The two handsets were made from a custom grade of anodized aluminum, tempered for extra strength. Also, stainless steel and titanium inserts were used to reinforce high-stress locations, Apple told The Wall Street Journal.

Apple did not respond to our request to comment for this story.

No Apology

Now here is what Apple didn’t say:

  1. that in the extremely rare event an iPhone were to bend, the company would replace it; or
  2. that it would investigate the issue further; or
  3. that it was sorry.

Case closed.

Apple clearly has taken the position that this is a non-issue, so it follows that it shouldn’t have to take any action or offer any mea culpas. The question is, is that the best response?

After all, the release of iOS 8.0.1 was a disaster — and Apple not only apologized but also quickly followed up with the release of iOS 8.0.2. Might it have been more prudent for the company to stop the narrative of Apple’s new products failing by acknowledging that some customers were having a bending problem and apologizing for it?

No, said David Johnson, principal of Strategic Vision.

“With the OS issue, they did everything by the crisis management book.

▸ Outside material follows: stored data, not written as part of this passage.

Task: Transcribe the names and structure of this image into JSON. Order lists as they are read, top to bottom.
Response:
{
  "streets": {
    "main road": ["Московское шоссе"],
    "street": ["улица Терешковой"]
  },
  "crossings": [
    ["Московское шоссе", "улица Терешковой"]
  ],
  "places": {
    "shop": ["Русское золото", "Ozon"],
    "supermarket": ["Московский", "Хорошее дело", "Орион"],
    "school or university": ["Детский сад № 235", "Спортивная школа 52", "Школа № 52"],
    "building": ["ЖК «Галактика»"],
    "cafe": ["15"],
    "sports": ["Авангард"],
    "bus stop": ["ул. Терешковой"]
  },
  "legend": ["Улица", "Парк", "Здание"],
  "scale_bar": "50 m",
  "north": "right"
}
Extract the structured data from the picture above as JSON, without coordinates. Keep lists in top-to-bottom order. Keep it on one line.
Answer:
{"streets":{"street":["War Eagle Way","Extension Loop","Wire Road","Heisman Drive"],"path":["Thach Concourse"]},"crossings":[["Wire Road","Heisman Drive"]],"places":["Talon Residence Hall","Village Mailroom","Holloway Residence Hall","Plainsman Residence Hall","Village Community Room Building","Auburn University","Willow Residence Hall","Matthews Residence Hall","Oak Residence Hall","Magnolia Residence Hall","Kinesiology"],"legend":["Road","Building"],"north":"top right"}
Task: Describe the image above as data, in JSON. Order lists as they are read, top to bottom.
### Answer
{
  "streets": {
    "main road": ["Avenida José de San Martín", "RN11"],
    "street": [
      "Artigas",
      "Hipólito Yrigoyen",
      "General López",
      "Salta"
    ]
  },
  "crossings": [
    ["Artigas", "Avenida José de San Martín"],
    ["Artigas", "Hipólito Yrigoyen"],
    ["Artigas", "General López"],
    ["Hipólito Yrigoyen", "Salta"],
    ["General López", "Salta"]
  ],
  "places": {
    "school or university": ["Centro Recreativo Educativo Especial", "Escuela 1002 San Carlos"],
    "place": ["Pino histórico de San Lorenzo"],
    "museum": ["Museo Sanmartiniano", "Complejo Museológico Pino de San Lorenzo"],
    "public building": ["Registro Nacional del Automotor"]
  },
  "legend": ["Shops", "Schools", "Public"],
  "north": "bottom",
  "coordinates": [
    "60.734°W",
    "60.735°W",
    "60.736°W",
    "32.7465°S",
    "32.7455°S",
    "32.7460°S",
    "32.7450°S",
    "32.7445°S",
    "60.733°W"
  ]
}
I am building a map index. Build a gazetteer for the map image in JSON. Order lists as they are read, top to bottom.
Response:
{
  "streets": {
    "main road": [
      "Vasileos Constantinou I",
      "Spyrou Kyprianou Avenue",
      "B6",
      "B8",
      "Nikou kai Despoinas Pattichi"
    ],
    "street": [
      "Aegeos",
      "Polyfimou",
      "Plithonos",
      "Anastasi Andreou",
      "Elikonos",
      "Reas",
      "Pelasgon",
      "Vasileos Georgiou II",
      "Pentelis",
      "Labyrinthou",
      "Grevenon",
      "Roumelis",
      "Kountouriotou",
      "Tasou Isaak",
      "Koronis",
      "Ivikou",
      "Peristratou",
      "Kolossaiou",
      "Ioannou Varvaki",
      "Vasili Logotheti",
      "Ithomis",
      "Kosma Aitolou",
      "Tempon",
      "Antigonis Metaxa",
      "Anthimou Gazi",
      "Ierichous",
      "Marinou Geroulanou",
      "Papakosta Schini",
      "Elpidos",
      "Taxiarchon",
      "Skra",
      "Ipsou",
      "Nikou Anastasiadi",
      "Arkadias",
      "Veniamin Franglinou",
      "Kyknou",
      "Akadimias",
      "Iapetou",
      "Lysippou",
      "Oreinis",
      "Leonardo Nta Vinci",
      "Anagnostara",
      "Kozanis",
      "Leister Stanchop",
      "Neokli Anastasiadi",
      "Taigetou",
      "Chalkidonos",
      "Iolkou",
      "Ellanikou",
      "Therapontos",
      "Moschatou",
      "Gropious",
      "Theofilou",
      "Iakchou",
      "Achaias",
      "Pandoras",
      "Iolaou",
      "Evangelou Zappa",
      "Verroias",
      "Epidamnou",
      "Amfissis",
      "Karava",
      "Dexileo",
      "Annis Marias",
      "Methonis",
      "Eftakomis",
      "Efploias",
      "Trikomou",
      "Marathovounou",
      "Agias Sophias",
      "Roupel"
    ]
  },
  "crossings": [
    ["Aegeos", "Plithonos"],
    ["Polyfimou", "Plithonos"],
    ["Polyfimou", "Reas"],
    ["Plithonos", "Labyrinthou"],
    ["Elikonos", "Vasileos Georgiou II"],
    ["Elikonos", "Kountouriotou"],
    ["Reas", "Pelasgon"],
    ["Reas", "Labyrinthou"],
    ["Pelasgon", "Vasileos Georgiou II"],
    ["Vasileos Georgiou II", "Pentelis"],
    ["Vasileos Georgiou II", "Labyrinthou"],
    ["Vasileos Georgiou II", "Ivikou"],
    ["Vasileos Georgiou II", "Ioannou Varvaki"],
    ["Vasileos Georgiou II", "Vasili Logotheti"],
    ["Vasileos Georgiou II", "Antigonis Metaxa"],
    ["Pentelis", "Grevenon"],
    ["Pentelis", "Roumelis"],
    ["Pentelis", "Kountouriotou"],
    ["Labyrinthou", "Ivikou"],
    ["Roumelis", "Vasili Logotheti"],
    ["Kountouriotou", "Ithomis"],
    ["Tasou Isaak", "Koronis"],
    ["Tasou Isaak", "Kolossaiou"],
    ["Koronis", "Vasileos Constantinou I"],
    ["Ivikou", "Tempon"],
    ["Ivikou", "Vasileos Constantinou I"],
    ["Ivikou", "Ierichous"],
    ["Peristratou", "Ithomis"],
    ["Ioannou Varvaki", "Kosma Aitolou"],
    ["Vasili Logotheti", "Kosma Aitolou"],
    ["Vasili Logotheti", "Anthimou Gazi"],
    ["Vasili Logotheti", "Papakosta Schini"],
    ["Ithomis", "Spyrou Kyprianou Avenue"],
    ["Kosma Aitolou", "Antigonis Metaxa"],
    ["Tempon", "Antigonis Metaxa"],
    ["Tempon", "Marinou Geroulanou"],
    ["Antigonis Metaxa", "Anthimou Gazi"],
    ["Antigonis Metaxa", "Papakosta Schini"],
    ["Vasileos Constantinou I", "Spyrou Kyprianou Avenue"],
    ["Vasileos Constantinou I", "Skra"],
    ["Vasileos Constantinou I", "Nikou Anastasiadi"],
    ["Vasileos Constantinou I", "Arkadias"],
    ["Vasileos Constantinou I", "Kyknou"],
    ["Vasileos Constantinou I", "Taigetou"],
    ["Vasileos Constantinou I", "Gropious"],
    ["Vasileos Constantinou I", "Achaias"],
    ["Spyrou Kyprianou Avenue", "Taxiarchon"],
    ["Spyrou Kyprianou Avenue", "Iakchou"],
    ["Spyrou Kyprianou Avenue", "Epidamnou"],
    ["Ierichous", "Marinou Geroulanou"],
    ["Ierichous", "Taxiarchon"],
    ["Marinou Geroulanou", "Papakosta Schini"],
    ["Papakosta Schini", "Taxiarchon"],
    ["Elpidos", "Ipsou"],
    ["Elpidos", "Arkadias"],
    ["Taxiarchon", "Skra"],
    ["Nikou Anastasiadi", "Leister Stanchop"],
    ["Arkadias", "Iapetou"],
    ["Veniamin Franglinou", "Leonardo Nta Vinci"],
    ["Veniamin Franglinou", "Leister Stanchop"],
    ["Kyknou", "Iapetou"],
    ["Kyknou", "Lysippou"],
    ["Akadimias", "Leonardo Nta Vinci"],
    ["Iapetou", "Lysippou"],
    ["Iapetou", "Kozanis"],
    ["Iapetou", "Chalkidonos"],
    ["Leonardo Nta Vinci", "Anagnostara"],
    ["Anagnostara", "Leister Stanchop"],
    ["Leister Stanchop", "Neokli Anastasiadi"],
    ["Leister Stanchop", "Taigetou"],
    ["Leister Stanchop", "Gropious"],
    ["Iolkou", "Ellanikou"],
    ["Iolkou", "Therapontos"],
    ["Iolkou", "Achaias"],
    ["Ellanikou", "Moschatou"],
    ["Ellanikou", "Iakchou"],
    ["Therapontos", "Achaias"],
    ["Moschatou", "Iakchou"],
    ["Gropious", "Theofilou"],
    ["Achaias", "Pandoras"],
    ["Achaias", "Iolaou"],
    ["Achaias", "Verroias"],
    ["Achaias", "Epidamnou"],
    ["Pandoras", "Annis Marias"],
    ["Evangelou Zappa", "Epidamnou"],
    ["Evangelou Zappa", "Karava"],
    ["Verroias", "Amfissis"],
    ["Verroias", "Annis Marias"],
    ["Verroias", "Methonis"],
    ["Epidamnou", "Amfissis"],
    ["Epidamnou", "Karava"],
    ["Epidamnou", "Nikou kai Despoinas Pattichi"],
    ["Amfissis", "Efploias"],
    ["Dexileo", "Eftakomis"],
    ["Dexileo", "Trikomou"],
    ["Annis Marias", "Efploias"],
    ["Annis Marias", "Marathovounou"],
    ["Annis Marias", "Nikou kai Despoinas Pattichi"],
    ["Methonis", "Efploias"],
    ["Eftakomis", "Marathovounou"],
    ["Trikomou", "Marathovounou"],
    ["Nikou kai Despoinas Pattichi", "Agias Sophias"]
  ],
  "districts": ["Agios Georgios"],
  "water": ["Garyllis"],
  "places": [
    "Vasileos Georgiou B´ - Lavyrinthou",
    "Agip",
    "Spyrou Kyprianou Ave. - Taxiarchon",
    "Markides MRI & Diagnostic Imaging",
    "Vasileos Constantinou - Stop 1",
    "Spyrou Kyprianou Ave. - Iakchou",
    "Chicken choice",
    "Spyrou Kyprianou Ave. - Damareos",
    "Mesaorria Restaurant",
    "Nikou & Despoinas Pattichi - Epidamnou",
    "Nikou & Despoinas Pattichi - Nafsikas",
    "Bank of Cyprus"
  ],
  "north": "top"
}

They got out in front of it, they fixed it, they apologized. It’s over or soon will be,” he told the E-Commerce Times.

Bendgate is about user error or people not treating their devices properly, Johnson maintained, and that shouldn’t be laid at Apple’s feet — nor will it be if the company stands fast.

All the Other Reasons

Admitting fault or even suggesting Apple could be at fault is more than a PR issue, said Vlad Zachary, director of omni-channel commerce at Upshot Commerce.

“They need to consider potential legal implications, consumer confidence in their products, impact on the sales for the coming holiday season, investor relations,” he told the E-Commerce Times. “All these reasons kind of explain why their response was formulated the way it was. If they admit there is a problem — consumer confidence might be shattered.”

Also, there are growing doubts about the integrity of the original claims, Zachary noted.

“In other words, it is not clear what the exact circumstances were when the phone in that viral video bended,” he said.

These are not the first reports of smartphones with bending issues, Zachary added. Reports of the iPhone 5, 5s and Galaxy phones bending have surfaced in the past, but they drew little attention.

“The real news here, in my opinion, is how that user video went viral,” he said, “while previous reports of bending of prior models have remained largely unnoticed.”

Erika Morphy has been writing about technology, finance and business issues for more than 20 years. She lives in Silver Spring, Md.